The heart of my generator was a function called ConsiderBoard(). It took a board, the row and col of the cell to be changed, and the value to put in that cell - and it returned a new board where the constrained implied by putting that value into that row/col had been enforced. In this case there were 5 constraints:

  • Sudoku rows
  • Siteswap rows
  • Sudoku columns
  • Siteswap columns
  • Sudoku 3x3 blocks

This meant placing each number could remove as many as 40 possible values from the board! Since possibilities were removed so quickly, board generation took a tiny fraction of a second.

My strategy here was the same as before - write a solution counter for unsolved puzzles and use it to remove values while keeping the solution unique. I did this mostly by reusing the ConsiderBoard() method.

As a fun side effect, that meant I could comment out the siteswap constraints and my program would generate unsolved sudoku puzzles. Or I could comment out the sudoku rules and my program would generate unsolved siteswap puzzle. Or any combination of constraints!

The first time I ran my reducer, the unsolved puzzle it spit out only had 4 numbers filled in. In retrospect this makes some sense. The more constraints I added, the smaller I made the number of legal solutions (to any puzzle); the fewer solutions exist, the fewer numbers are needed to specify each one.

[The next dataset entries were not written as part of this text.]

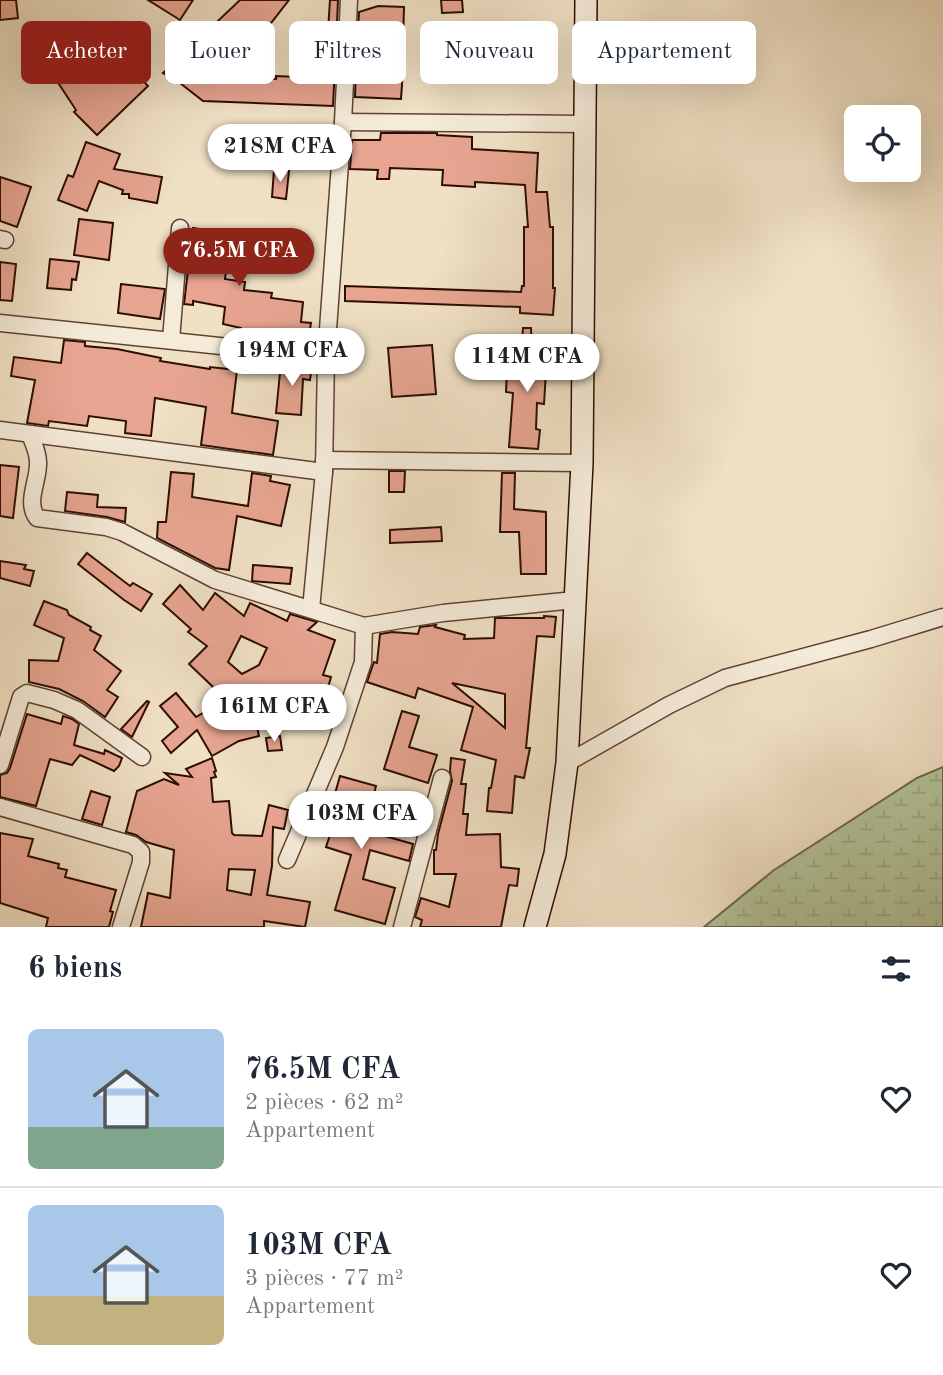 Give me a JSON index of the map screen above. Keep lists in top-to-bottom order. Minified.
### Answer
{"page":{"chip":["Acheter","Louer","Filtres","Nouveau","Appartement"],"price":["218M CFA","76.5M CFA","194M CFA","114M CFA","161M CFA","103M CFA"],"heading":"6 biens","list":[{"name":"76.5M CFA","note":"2 pièces · 62 m² · Appartement"},{"name":"103M CFA","note":"3 pièces · 77 m² · Appartement"}]}} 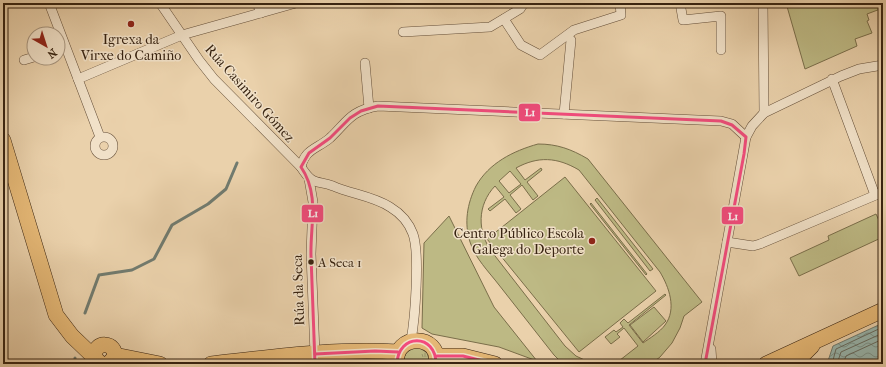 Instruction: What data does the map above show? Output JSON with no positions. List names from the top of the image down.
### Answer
{
  "streets": {
    "street": ["Rúa Casimiro Gómez", "Rúa da Seca"]
  },
  "crossings": [
    ["Rúa Casimiro Gómez", "Rúa da Seca"]
  ],
  "places": ["Igrexa da Virxe do Camiño", "Centro Público Escola Galega do Deporte", "A Seca 1"],
  "lines": ["transit line L1"],
  "north": "bottom right"
} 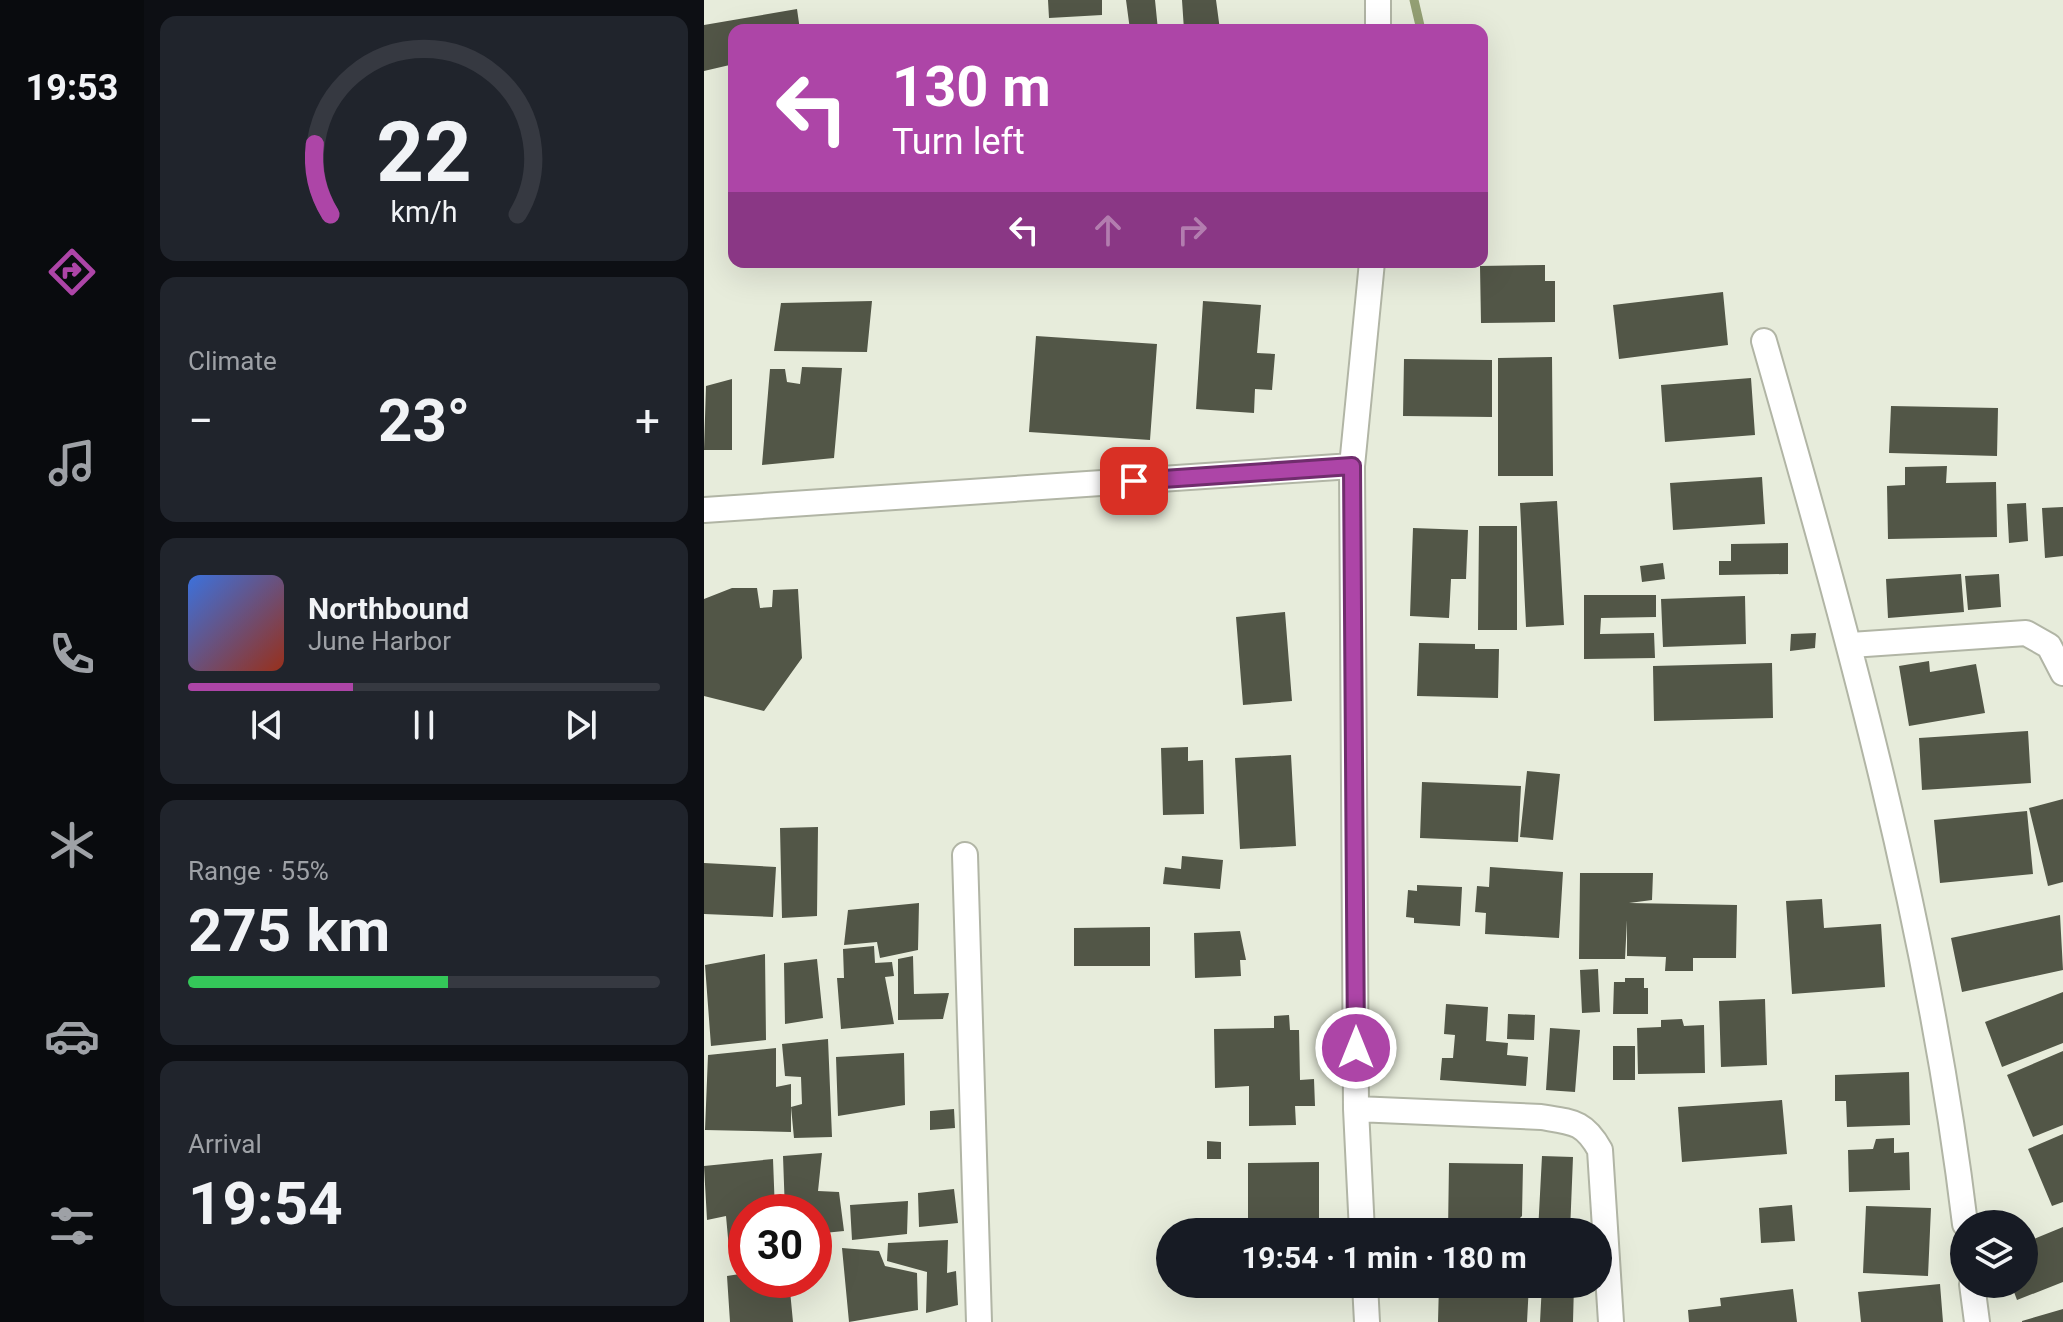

Unfortunately, a puzzle with 4 numbers filled in is unapproachable for human solvers. I needed a way to stop reducing the puzzle once it had reached a goal difficulty.

I started by researching how sudoku difficulty is decided. The answer was much more interesting than I expected! AI solvers use a list of heuristics for inference and have a number of points associated with each one. Simpler ones cost fewer points to use than more complex ones. Once the AI has solved the puzzle, it counts up how many points it spent and what the most complicated inference technique was and uses those to assign a difficulty.

I considered something like this for my puzzle but decided it was too much work. In order to come up with the right heuristics and point values, I’d need to become an expert solver and I didn’t care enough. Instead I tried to think of a simpler solution that would be easier to implement.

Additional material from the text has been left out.